283F225B-832A-4FB0-A902-08F4A679BF06.jpeg

I’m also wondering if anyone knows if it’s better to use “wan_dns” or “wan0_dns” from nvram. I’m guessing wan0 and wan1 are used to hold isp dns while wan is for user settings but I’m not really sure so if anyone can confirm that would be great.
 

dave14305

Part of the Furniture
Can anyone confirm that both unbound and Merlin only use UDP on 53 for DNS lookups and doesn’t ever use TCP for anything.
TCP is used if the response is too large for a UDP packet. So you can’t say “never” but probably “occasionally.”
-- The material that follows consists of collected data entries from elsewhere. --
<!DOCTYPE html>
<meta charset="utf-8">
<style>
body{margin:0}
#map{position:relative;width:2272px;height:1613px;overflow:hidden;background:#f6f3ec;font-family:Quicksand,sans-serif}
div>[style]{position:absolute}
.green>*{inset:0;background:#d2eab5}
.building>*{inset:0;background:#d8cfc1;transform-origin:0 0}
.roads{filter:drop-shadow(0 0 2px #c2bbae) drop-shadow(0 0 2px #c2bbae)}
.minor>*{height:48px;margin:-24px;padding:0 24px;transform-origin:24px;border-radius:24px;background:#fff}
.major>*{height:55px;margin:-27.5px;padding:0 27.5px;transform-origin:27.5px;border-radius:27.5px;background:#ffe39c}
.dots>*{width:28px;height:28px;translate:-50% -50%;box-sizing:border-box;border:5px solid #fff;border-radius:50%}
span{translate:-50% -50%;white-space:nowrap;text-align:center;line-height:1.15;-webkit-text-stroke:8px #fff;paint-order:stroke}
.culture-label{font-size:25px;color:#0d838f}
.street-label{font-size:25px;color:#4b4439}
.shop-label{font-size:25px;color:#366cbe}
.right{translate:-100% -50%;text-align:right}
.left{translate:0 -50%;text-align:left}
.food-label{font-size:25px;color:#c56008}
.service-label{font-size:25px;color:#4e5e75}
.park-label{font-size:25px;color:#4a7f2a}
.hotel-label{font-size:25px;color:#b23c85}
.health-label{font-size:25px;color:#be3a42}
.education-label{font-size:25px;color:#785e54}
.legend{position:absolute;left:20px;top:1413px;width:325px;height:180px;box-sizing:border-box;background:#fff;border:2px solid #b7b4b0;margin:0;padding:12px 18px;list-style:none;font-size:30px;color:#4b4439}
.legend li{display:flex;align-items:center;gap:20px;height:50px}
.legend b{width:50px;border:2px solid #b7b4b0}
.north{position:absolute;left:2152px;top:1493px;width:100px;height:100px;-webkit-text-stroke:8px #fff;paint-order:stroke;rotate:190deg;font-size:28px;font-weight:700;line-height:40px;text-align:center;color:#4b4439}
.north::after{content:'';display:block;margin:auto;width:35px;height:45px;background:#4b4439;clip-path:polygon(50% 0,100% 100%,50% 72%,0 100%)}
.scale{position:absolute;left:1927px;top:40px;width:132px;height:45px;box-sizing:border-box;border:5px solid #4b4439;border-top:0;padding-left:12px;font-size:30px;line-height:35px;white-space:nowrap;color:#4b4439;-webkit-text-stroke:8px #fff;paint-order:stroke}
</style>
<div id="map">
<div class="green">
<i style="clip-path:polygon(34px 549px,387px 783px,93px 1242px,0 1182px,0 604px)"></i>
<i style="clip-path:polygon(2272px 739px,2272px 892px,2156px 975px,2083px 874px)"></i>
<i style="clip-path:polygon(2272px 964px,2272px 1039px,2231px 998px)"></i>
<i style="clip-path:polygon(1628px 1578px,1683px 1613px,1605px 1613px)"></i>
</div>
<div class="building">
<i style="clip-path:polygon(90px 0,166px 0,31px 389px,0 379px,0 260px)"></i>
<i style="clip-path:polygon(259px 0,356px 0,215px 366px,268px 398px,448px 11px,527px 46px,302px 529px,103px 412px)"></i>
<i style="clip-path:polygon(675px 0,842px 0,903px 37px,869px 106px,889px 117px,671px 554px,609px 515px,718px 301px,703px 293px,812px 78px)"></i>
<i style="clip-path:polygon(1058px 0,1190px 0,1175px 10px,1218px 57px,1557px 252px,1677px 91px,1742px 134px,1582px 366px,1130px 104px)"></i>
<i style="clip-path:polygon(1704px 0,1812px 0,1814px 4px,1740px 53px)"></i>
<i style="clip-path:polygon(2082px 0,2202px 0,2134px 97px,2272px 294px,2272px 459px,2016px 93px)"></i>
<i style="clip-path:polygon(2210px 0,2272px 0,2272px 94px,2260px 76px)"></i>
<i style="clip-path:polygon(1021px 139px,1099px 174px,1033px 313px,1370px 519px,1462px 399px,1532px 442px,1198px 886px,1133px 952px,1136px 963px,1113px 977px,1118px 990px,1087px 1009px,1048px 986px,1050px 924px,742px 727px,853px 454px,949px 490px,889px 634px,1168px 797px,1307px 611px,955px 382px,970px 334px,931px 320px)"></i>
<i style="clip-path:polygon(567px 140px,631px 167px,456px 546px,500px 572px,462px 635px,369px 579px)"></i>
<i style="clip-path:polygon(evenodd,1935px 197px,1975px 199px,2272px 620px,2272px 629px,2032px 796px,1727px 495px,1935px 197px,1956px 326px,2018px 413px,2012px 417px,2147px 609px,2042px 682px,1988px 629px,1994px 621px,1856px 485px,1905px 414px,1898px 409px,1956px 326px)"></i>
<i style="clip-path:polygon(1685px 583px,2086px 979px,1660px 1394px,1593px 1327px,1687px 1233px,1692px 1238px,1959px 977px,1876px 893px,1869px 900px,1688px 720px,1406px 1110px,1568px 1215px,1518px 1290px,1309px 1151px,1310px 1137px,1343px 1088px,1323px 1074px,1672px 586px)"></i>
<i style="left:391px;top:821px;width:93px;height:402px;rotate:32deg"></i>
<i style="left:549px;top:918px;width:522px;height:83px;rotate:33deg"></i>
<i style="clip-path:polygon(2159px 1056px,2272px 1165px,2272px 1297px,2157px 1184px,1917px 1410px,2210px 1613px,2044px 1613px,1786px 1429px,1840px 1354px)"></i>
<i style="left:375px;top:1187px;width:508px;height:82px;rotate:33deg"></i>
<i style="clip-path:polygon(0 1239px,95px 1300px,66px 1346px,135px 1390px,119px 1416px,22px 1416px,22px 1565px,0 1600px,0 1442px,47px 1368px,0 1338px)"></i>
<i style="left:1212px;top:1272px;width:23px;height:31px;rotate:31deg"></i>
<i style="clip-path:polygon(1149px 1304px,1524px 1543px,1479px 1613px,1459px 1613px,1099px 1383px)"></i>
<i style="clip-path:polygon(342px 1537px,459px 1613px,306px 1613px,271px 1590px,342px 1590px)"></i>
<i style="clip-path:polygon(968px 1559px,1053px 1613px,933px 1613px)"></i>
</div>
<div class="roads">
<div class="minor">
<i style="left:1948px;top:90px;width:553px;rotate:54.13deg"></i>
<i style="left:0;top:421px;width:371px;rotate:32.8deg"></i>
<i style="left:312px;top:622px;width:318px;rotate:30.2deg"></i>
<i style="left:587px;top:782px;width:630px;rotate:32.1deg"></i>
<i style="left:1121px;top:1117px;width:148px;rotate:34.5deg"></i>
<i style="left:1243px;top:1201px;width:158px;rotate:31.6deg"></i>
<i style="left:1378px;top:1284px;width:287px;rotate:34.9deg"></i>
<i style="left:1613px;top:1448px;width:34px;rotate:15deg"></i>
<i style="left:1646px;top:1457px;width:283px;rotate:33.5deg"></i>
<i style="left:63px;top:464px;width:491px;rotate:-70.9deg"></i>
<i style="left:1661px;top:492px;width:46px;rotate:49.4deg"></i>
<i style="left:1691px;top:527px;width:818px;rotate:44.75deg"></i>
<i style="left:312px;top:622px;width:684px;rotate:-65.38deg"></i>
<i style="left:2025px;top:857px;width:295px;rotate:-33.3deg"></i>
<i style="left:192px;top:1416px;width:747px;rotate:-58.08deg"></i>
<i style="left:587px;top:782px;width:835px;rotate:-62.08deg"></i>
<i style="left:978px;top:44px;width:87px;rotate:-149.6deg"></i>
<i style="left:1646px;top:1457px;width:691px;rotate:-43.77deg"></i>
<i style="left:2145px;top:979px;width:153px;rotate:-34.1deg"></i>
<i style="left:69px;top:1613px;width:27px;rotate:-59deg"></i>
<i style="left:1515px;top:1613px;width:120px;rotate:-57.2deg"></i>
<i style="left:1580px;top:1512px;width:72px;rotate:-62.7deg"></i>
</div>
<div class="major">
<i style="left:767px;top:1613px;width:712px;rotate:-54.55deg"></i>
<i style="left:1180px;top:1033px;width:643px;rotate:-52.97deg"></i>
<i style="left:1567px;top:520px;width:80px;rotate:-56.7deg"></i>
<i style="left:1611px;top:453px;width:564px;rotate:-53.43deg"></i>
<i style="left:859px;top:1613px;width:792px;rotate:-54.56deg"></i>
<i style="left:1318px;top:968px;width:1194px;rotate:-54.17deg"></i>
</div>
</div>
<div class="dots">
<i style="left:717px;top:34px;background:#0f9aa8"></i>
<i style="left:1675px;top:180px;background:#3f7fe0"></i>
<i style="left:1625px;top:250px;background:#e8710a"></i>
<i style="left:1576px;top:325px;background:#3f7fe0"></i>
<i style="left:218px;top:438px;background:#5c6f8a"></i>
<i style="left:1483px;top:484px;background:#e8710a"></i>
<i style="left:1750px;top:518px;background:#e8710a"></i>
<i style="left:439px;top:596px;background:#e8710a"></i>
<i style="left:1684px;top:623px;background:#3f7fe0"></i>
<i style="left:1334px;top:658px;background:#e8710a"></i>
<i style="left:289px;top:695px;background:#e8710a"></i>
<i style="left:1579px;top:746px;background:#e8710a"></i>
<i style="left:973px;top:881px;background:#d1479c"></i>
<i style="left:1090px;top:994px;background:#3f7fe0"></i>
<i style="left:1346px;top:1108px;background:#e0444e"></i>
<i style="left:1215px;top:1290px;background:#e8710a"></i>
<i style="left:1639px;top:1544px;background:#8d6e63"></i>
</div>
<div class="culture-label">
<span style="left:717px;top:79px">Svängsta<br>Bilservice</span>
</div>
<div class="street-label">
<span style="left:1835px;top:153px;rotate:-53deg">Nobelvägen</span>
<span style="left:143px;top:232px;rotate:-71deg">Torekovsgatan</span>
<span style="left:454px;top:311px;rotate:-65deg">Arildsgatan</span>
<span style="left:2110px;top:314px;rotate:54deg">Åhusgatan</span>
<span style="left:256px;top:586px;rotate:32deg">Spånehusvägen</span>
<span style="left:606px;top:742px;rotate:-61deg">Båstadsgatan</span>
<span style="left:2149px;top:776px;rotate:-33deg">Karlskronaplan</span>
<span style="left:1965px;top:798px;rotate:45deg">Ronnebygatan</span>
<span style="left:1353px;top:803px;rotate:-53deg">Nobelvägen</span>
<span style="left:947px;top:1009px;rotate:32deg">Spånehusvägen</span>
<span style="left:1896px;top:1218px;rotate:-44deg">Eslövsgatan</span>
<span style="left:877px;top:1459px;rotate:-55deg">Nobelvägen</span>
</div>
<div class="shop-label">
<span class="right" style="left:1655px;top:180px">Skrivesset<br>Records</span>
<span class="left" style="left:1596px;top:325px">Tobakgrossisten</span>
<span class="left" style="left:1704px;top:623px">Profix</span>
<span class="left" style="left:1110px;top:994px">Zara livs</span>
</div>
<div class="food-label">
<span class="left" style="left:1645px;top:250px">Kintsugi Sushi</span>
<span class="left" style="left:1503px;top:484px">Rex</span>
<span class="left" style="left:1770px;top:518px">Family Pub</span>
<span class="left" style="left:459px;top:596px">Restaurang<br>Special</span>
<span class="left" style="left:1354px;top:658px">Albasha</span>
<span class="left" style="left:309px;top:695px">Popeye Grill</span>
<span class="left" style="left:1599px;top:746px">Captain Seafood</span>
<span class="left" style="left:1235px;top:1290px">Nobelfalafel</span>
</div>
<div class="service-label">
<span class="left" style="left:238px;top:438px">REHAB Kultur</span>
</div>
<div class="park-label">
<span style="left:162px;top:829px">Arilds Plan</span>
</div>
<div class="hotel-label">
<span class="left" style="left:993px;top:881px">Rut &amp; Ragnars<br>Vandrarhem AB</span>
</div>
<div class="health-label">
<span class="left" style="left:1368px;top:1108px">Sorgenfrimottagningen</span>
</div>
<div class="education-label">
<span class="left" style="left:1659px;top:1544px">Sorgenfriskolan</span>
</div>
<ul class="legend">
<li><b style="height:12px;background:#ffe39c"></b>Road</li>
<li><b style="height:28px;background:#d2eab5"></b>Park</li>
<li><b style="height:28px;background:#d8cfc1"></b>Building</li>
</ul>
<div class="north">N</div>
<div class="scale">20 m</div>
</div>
If you don’t use Dual WAN, I would just use wan0_dns.
 

Swinson

Regular Contributor
TCP is used if the response is too large for a UDP packet. So you can’t say “never” but probably “occasionally.”

If you don’t use Dual WAN, I would just use wan0_dns.
Okay I’ll definitely keep TCP rules then. I figured it might be used on occasion but I hadn’t noticed anything so I figured it was worth asking about.

So I know dual wan is a thing and I think it’s clear that wan1 would be used for the second one but wan0/wan is kind of ambitious. I do not use dual wan and “wan_dns” as well as “wan0_dns” are both populated. Do you know how they are used when dual wan is in use? Like I said I assume wan1 would be used for dns pulled/set for your second interface but is “wan_dns” the counterpart to wan1 or is it wan0?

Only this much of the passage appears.